Economy looking better all the time
Good economic news continues to pour in almost daily, and pretty soon people may be able to stop holding their breath – a pose that’s been all too prevalent for more than two years now.
Nationally, in recent days we have seen:
n The Dow Jones Industrial Average of stocks briefly peak above 10,000 – a point it hadn’t seen since May 2002.
n Growth in the national economy hitting a record 8.2 percent for the third quarter of this year.
n Unemployment at an eight-month low of 5.9 percent for November.
n Surges in manufacturing output and wholesale orders.
n Healthy consumer spending going into the crucial holiday season.
In Nevada, sales figures soared 12 percent a month ago over the same period of last year. Carson City was up 7.4 percent, despite the exodus of shoppers to Douglas County, which climbed 12.7 percent. Lyon County did even better at 24.6 percent.
Not all this good cheer is being spread equally, of course. There are still too many people out of work, too many working reduced hours and too many businesses struggling to make expenses.

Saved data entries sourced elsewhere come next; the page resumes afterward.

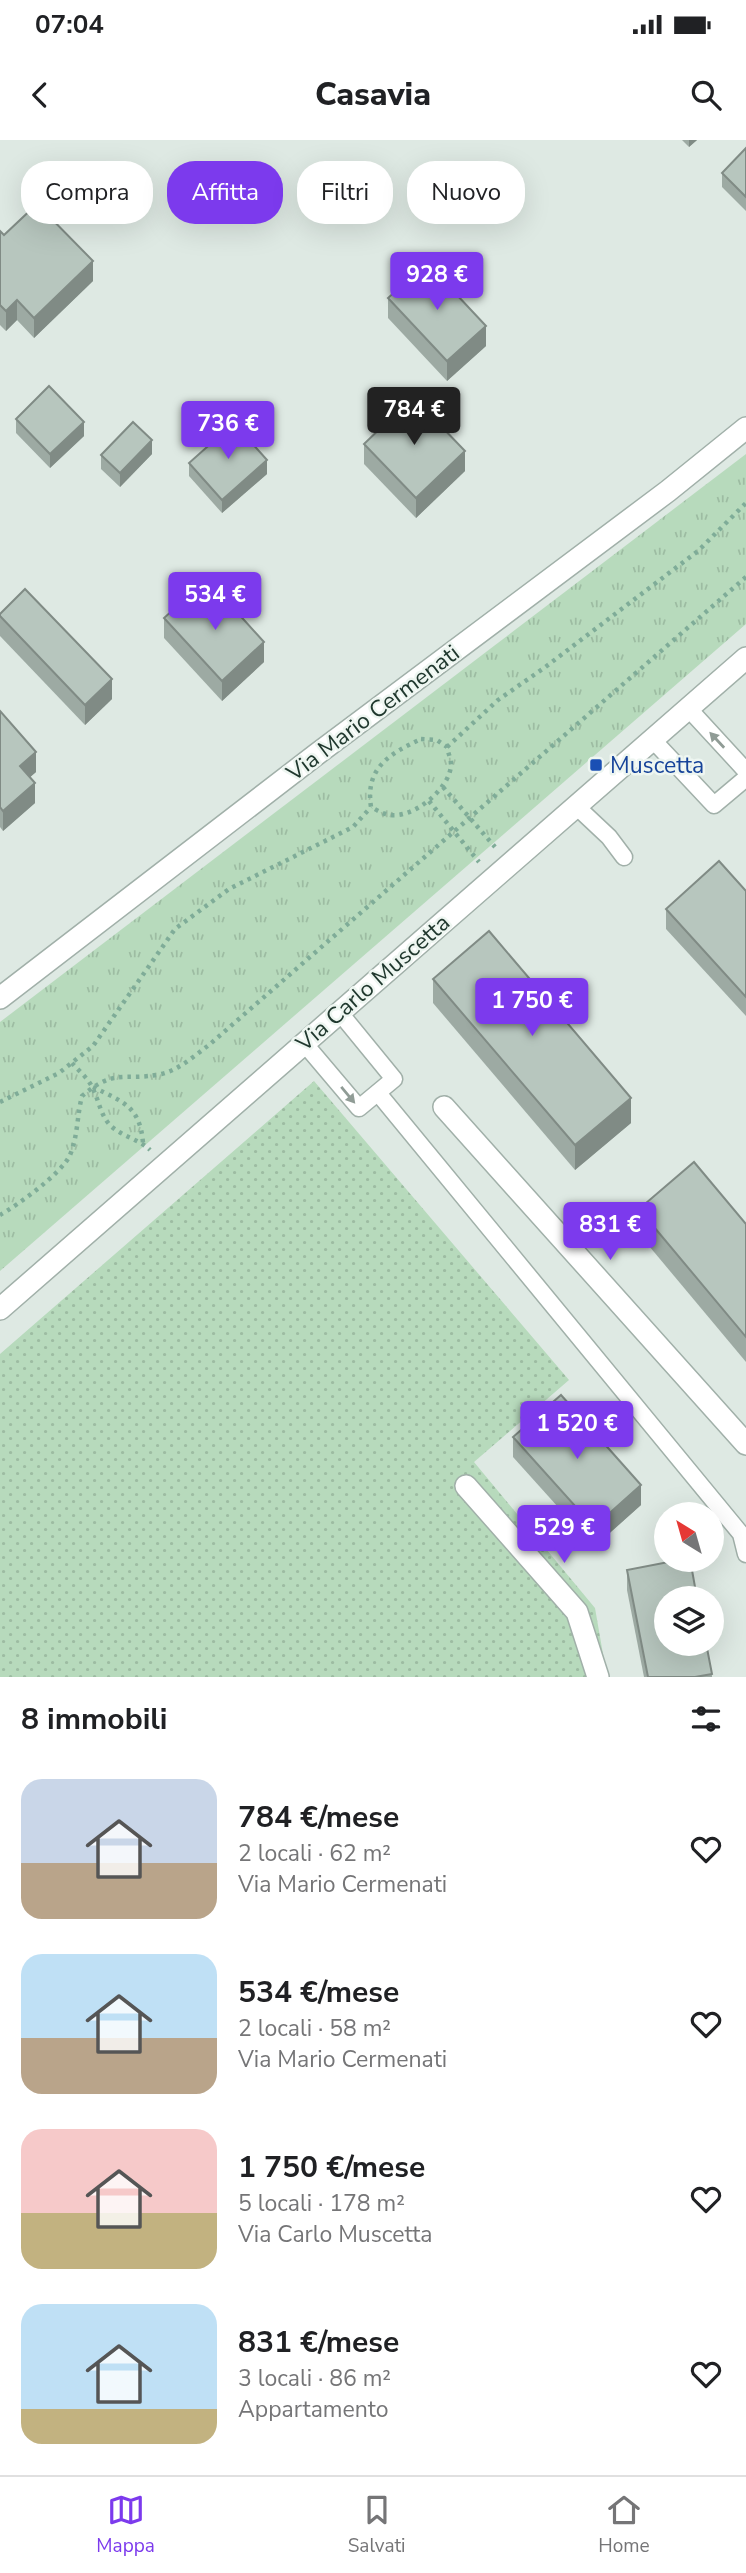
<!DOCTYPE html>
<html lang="it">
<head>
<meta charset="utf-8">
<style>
  body { margin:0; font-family:"Nunito Sans",sans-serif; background:#f6f6f6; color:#202124; height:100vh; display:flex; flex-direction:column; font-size:26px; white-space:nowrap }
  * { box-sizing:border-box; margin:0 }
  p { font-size:23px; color:#757577 }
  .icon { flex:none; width:38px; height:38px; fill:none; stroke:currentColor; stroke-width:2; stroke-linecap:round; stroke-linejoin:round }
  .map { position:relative; height:1537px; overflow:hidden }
  .details { display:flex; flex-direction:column; background:#fff; flex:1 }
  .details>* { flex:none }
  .hud { position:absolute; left:21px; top:21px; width:705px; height:63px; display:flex; gap:14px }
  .needle { width:46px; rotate:323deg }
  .buttons { position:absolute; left:654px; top:1362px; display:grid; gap:14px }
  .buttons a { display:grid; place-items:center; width:70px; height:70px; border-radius:50%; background:#fff; box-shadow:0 7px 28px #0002; font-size:35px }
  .price { position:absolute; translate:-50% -60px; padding:0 16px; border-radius:7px; background:#7c3aed; color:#fff; font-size:23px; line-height:46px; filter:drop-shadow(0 2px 4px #0008) }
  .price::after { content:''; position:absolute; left:50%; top:42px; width:21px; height:16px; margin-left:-10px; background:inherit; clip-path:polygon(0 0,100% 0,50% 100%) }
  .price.current { background:#222; color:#fff }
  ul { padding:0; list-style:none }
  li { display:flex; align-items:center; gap:21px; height:175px; padding:0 21px }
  li span { display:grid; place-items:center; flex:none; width:196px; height:140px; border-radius:21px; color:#555 }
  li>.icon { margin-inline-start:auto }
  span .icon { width:84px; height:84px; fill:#fffc; stroke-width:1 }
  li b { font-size:30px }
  h2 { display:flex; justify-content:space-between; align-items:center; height:84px; padding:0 21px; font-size:30px }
  .tag { padding:0 24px; border-radius:28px; background:#fff; box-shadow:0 7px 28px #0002; font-size:24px; line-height:63px }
  .tag.current { background:#7c3aed; color:#fff }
  .status { display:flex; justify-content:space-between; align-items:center; height:49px; padding:0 35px; background:#fff; direction:ltr }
  .status svg { height:19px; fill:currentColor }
  header { display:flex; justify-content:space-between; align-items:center; height:91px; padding:0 21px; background:#fff; font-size:32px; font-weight:800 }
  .dock { display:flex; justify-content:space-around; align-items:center; height:98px; border-top:2px solid #e0e0e0; background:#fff; font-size:19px; color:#757577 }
  .dock a { display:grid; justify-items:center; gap:4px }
  .dock .current { color:#7c3aed }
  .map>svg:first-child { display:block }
  .grass { fill:url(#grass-dots) }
  .park { fill:url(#park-tufts) }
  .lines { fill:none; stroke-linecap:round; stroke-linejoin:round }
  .lane-casing { stroke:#a1b0a9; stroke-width:19 }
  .street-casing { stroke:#a1b0a9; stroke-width:24 }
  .path { stroke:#7fac98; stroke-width:4.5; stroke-dasharray:3.5 5; stroke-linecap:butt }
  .lane { stroke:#fff; stroke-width:16 }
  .street { stroke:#fff; stroke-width:21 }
  .wall { fill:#9daaa3 }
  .shaded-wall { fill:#808b85 }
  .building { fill:#b7c6be; stroke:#808b85; stroke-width:2 }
  .oneway { fill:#909c96 }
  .transit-dot { fill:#1a4fb4; stroke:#eef6f1; stroke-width:2.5 }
  .labels { text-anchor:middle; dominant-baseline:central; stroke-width:5; stroke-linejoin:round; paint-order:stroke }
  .street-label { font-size:23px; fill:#20382e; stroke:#eef6f1 }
  .transit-label { font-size:23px; fill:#164399; stroke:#eef6f1; text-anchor:start }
</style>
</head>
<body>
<div class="status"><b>07:04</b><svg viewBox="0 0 49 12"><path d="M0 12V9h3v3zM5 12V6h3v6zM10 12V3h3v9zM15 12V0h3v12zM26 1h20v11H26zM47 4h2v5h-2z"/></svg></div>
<header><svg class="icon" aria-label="back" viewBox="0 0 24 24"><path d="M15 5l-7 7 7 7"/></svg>Casavia<svg class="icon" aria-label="search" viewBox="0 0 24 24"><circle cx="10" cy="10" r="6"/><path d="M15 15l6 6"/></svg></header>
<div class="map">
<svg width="746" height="1537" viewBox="0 0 746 1537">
  <defs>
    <pattern id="grass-dots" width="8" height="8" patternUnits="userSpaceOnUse" patternTransform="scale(1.75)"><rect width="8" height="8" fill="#b7dabc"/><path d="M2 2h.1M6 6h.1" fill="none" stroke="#9dbca2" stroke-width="1.8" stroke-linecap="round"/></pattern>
    <pattern id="park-tufts" width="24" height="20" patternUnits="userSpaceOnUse" patternTransform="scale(1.75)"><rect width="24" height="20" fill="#b7dabc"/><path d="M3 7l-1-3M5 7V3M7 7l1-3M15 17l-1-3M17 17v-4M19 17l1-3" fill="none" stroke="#9dbca2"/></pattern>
  </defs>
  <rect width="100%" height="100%" fill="#dee9e3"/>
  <polygon class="grass" points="314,941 569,1240 474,1322 595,1468 607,1537 0,1537 0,1214"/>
  <polygon class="park" points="746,314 746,484 0,1131 0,882"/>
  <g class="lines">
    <g class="lane-casing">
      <g id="lane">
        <polyline points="688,568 746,631"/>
        <polyline points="652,599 714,665 746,638"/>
        <polyline points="576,666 609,697 624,717"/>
        <polyline points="304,903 359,968 394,939 340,873"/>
        <polyline points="378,953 741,1394 746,1414"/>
      </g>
    </g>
    <g class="street-casing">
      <g id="street">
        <polyline points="0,858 317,614 668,351 746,288"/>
        <polyline points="444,967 746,1304"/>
        <polyline points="0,1169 746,518"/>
        <polyline points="466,1346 577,1472 598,1537"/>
      </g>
    </g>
    <g class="path">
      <path d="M421 599 437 600 447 607C448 613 451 619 451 624 451 649 410 682 386 674 381 673 375 669 371 667 365 628 389 614 421 599Z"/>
      <polyline points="447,607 498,560 544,528 698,411 746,363"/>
      <polyline points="443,647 495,707"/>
      <polyline points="429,661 479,722"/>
      <path d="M72 923C79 931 89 939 93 949 99 961 100 973 109 984 120 996 139 999 150 1010"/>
      <path d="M93 947C123 962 140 966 143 1003"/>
      <polyline points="0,962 59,933 93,906 175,789 229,749 353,687 371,667"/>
      <path d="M0 1075C18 1065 62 1033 70 1015 78 996 77 975 82 956 116 927 124 942 161 934 179 930 194 916 209 905L746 437"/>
    </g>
    <use href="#lane" class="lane"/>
    <use href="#street" class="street"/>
  </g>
  <g class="wall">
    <polygon points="682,0 697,0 689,7"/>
    <polygon points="746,8 746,71 722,47 722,33"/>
    <polygon points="0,91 4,95 93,141 34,198 17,180 6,191 0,185"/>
    <polygon points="388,158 486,206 447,241 388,178"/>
    <polygon points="16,279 84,296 50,328 16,293"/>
    <polygon points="364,304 465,331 416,378 364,324"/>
    <polygon points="152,314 120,347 101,329 101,315"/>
    <polygon points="189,323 267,334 222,373 189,336"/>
    <polygon points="204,462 264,522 222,561 164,498 164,478"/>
    <polygon points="0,474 112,559 85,585 0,496"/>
    <polygon points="0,571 36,632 30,637 35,663 3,691 0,687"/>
    <polygon points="746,751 746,876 666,789 666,769"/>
    <polygon points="433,839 631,983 575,1030 433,863"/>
    <polygon points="639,1069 746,1084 746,1222 639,1094"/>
    <polygon points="513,1297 641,1365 594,1407 513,1317"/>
    <polygon points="627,1430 712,1534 712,1537 644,1537 627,1450"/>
  </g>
  <g class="shaded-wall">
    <polygon points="689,0 697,0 689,7"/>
    <polygon points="93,121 93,141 34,198 34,178"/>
    <polygon points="17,160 17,180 6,191 6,171"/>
    <polygon points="486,186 486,206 447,241 447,221"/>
    <polygon points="84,282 84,296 50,328 50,314"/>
    <polygon points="152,300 152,314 120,347 120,333"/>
    <polygon points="465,311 465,331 416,378 416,358"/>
    <polygon points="267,320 267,334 222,373 222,360"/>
    <polygon points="264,502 264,522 222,561 222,541"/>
    <polygon points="112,539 112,559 85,585 85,565"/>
    <polygon points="36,612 36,632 20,646 20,626"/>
    <polygon points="35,643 35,663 3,691 3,671"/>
    <polygon points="631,958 631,983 575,1030 575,1005"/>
    <polygon points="641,1345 641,1365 594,1407 594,1387"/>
  </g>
  <g class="building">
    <polygon points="746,8 746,57 722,33"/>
    <polygon points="37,64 93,121 34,178 17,160 6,171 0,165 0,91 4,95"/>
    <polygon points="427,123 486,186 447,221 388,158"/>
    <polygon points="49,246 84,282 50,314 16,279"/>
    <polygon points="413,257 465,311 416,358 364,304"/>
    <polygon points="133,282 152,300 120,333 101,315"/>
    <polygon points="234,283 267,320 222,360 189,323"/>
    <polygon points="25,449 112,539 85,565 0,476 0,474"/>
    <polygon points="217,450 264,502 222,541 164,478 194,451 204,462"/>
    <polygon points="0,571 36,612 20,626 35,643 3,671 0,667"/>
    <polygon points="719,721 746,751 746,857 666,769"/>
    <polygon points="489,791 631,958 575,1005 433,839"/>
    <polygon points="694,1022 746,1084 746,1197 639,1069"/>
    <polygon points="561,1255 641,1345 594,1387 513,1297"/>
    <polygon points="684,1419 690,1419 697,1458 667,1458 667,1503 706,1503 712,1534 695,1537 648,1537 627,1430"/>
  </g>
  <defs><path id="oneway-solid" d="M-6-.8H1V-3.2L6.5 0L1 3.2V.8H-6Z" transform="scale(1.75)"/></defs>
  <g class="oneway">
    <use href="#oneway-solid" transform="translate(717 600) rotate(-133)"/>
    <use href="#oneway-solid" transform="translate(348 955) rotate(50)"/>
  </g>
  <rect class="transit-dot" x="589" y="618" width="14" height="14" rx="3.5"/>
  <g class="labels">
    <g class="street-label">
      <text transform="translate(373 573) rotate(-37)">Via Mario Cermenati</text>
      <text transform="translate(373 843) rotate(-41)">Via Carlo Muscetta</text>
    </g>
    <g class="transit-label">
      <text x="610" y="625">Muscetta</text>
    </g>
  </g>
</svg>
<div class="buttons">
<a><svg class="needle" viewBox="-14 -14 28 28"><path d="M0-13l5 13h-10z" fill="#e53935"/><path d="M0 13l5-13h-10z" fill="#757577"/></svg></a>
<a><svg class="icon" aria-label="layers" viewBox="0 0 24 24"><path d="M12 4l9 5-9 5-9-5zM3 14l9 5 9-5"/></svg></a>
</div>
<b class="price" style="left:437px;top:172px">928 €</b>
<b class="price current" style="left:414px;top:307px">784 €</b>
<b class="price" style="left:228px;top:321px">736 €</b>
<b class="price" style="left:215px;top:492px">534 €</b>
<b class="price" style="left:532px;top:898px">1 750 €</b>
<b class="price" style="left:610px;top:1122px">831 €</b>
<b class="price" style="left:577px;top:1321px">1 520 €</b>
<b class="price" style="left:564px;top:1425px">529 €</b>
<div class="hud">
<a class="tag">Compra</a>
<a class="tag current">Affitta</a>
<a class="tag">Filtri</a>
<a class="tag">Nuovo</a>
</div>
</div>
<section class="details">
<h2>8 immobili<svg class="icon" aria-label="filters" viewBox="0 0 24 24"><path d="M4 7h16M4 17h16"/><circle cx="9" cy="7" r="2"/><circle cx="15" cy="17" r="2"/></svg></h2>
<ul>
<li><span style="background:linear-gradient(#c9d6e8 60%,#b9a48a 0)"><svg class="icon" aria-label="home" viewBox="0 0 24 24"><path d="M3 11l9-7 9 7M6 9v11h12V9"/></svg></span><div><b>784 €/mese</b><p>2 locali · 62 m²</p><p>Via Mario Cermenati</p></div><svg class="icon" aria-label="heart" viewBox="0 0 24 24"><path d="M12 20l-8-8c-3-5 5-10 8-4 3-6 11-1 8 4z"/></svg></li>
<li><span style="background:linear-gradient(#bfe0f5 60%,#b9a48a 0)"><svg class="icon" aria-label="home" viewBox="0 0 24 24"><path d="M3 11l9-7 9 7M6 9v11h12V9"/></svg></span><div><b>534 €/mese</b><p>2 locali · 58 m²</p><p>Via Mario Cermenati</p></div><svg class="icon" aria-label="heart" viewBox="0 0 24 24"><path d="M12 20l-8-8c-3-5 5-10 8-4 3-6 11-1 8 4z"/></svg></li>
<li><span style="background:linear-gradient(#f6c9c9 60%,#c2b280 0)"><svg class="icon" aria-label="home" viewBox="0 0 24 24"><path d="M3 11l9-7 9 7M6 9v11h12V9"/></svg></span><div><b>1 750 €/mese</b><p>5 locali · 178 m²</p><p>Via Carlo Muscetta</p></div><svg class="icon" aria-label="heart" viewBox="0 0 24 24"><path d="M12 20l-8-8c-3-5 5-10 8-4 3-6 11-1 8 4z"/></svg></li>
<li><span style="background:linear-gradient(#bfe0f5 75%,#c2b280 0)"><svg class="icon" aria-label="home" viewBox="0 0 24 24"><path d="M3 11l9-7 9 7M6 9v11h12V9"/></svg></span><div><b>831 €/mese</b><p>3 locali · 86 m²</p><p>Appartamento</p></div><svg class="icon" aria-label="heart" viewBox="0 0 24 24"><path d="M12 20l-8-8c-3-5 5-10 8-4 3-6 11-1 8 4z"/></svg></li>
</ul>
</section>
<nav class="dock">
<a class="current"><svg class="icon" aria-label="map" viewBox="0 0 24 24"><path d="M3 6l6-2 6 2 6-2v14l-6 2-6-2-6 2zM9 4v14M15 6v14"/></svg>Mappa</a>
<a><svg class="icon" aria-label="saved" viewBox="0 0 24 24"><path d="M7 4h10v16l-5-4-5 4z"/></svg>Salvati</a>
<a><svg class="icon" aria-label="home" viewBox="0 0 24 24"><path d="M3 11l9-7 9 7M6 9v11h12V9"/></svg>Home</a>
</nav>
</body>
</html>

But optimism in the economy is like sunshine on a snowy day. It starts warming up everything around it.
Back in January, when we were contemplating what might happen to Gov. Kenny Guinn’s proposals on Nevada’s taxes in the 2003 legislative session, we had a simple hope: They be raised enough to keep state government solvent without spoiling its business-friendly reputation.
“A rising national economy would lift Nevada, where sales and gaming taxes carry the load, while the proposed state increases would spread that burden,” we wrote almost a year ago.
“The goal should be nothing less than a state balance sheet which, by 2005, gives Guinn the opportunity to propose rolling back Nevada taxes. Wouldn’t that be a pleasant debate to have?”
Remarkably, we’re almost halfway there. It’s time to start figuring.